EXERCISE BRIEF ▸ Every entry needs to be written out again exactly, with its pictures removed.

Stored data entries
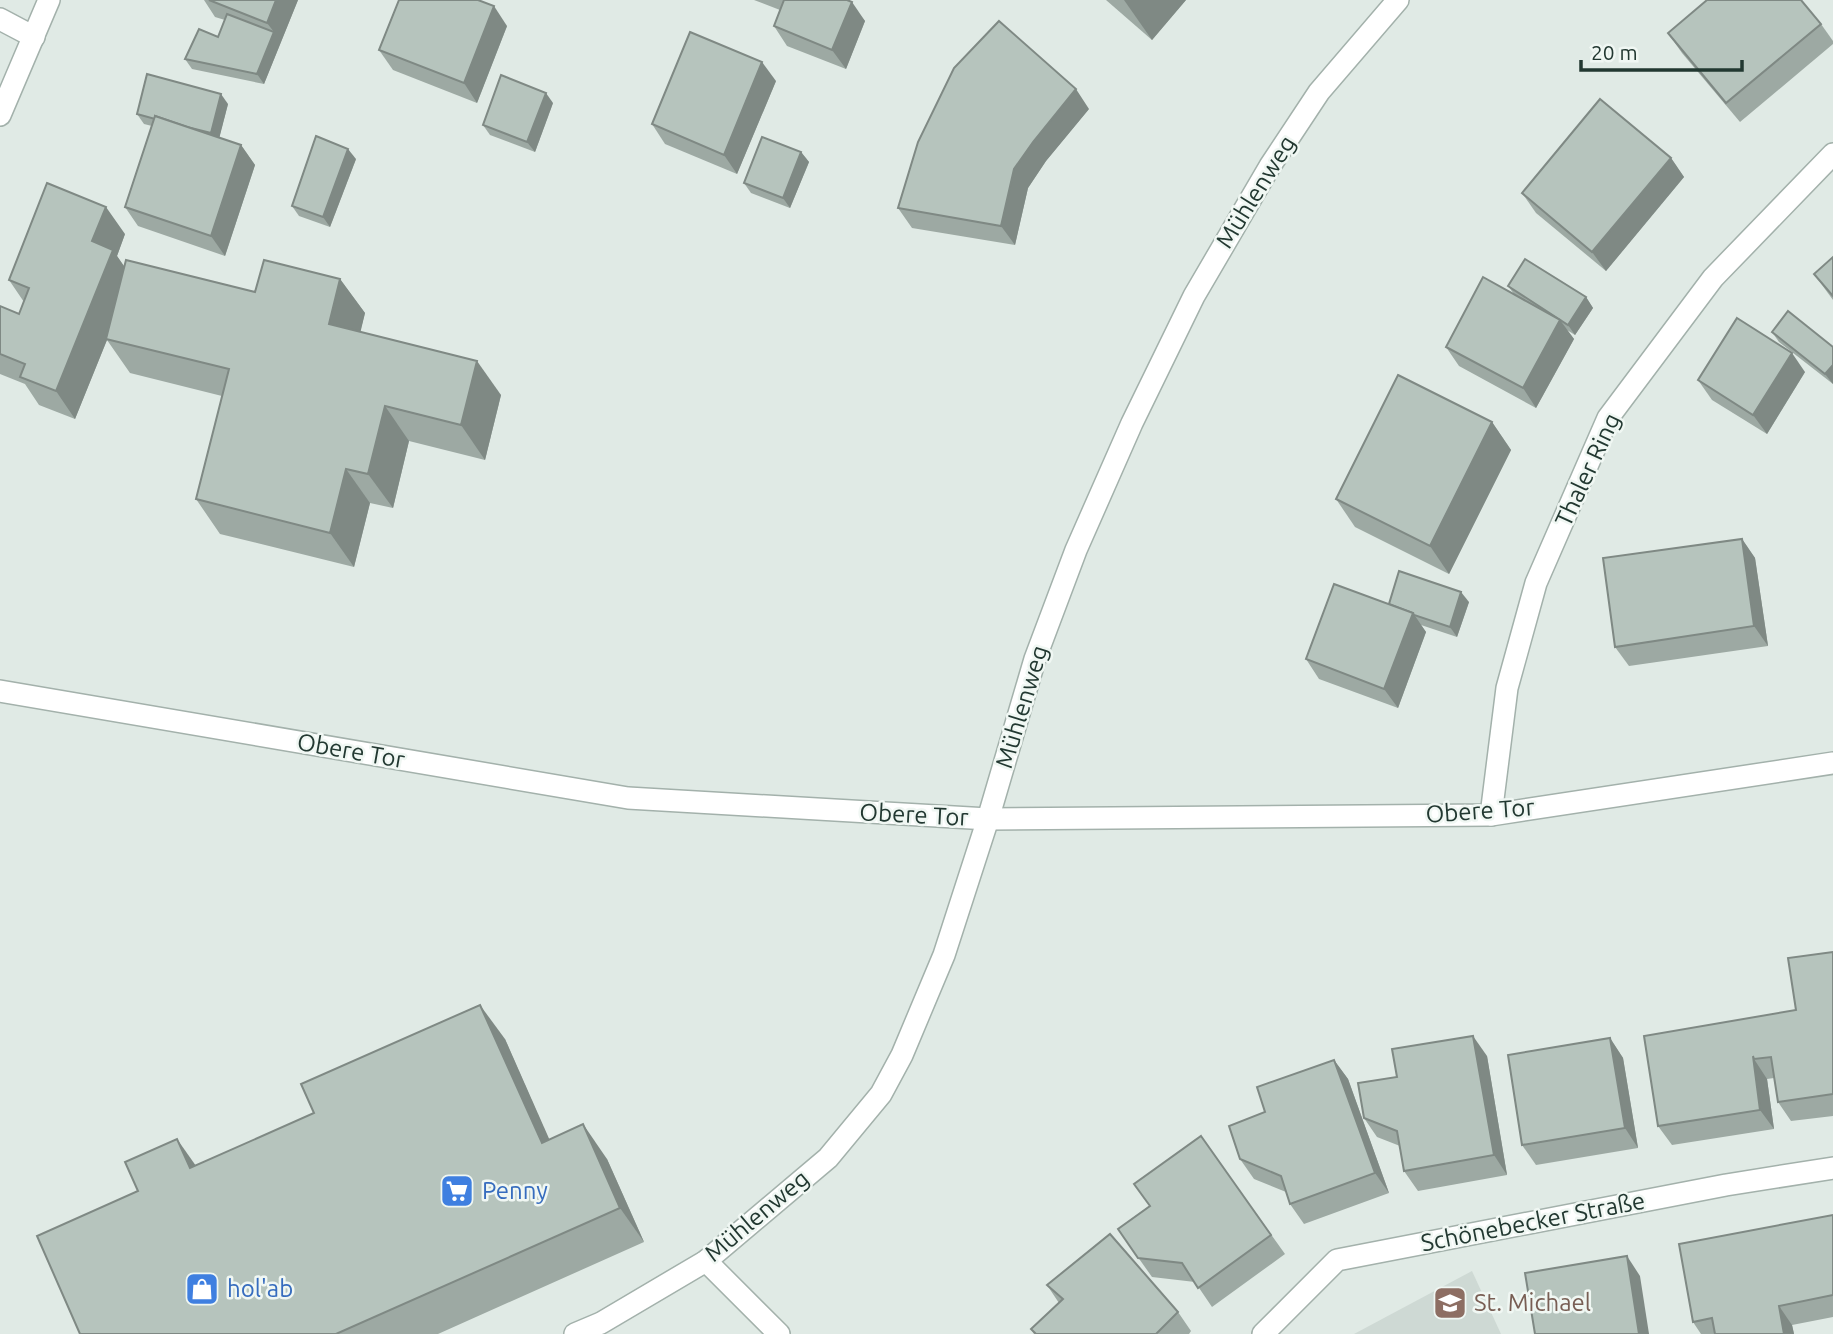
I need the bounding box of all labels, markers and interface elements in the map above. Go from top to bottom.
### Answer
scale bar [1581,28,1742,72]
text: 20 m [1591,40,1638,64]
street label: Mühlenweg [1210,131,1301,253]
street label: Thaler Ring [1550,409,1626,531]
street label: Mühlenweg [990,642,1053,772]
street label: Obere Tor [295,728,407,773]
street label: Obere Tor [1425,793,1535,828]
street label: Obere Tor [859,798,969,831]
street label: Mühlenweg [699,1164,814,1267]
supermarket icon: Penny [438,1172,476,1210]
place label: Penny [482,1177,548,1204]
street label: Schönebecker Straße [1419,1187,1647,1256]
shop icon: hol'ab [183,1270,221,1308]
place label: hol'ab [227,1275,293,1302]
school or university icon: St. Michael [1431,1284,1469,1322]
place label: St. Michael [1474,1289,1591,1316]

ANSWER BOX ▸
I need the bounding box of all labels, markers and interface elements in the map above. Go from top to bottom.
### Answer
scale bar [1581,28,1742,72]
text: 20 m [1591,40,1638,64]
street label: Mühlenweg [1210,131,1301,253]
street label: Thaler Ring [1550,409,1626,531]
street label: Mühlenweg [990,642,1053,772]
street label: Obere Tor [295,728,407,773]
street label: Obere Tor [1425,793,1535,828]
street label: Obere Tor [859,798,969,831]
street label: Mühlenweg [699,1164,814,1267]
supermarket icon: Penny [438,1172,476,1210]
place label: Penny [482,1177,548,1204]
street label: Schönebecker Straße [1419,1187,1647,1256]
shop icon: hol'ab [183,1270,221,1308]
place label: hol'ab [227,1275,293,1302]
school or university icon: St. Michael [1431,1284,1469,1322]
place label: St. Michael [1474,1289,1591,1316]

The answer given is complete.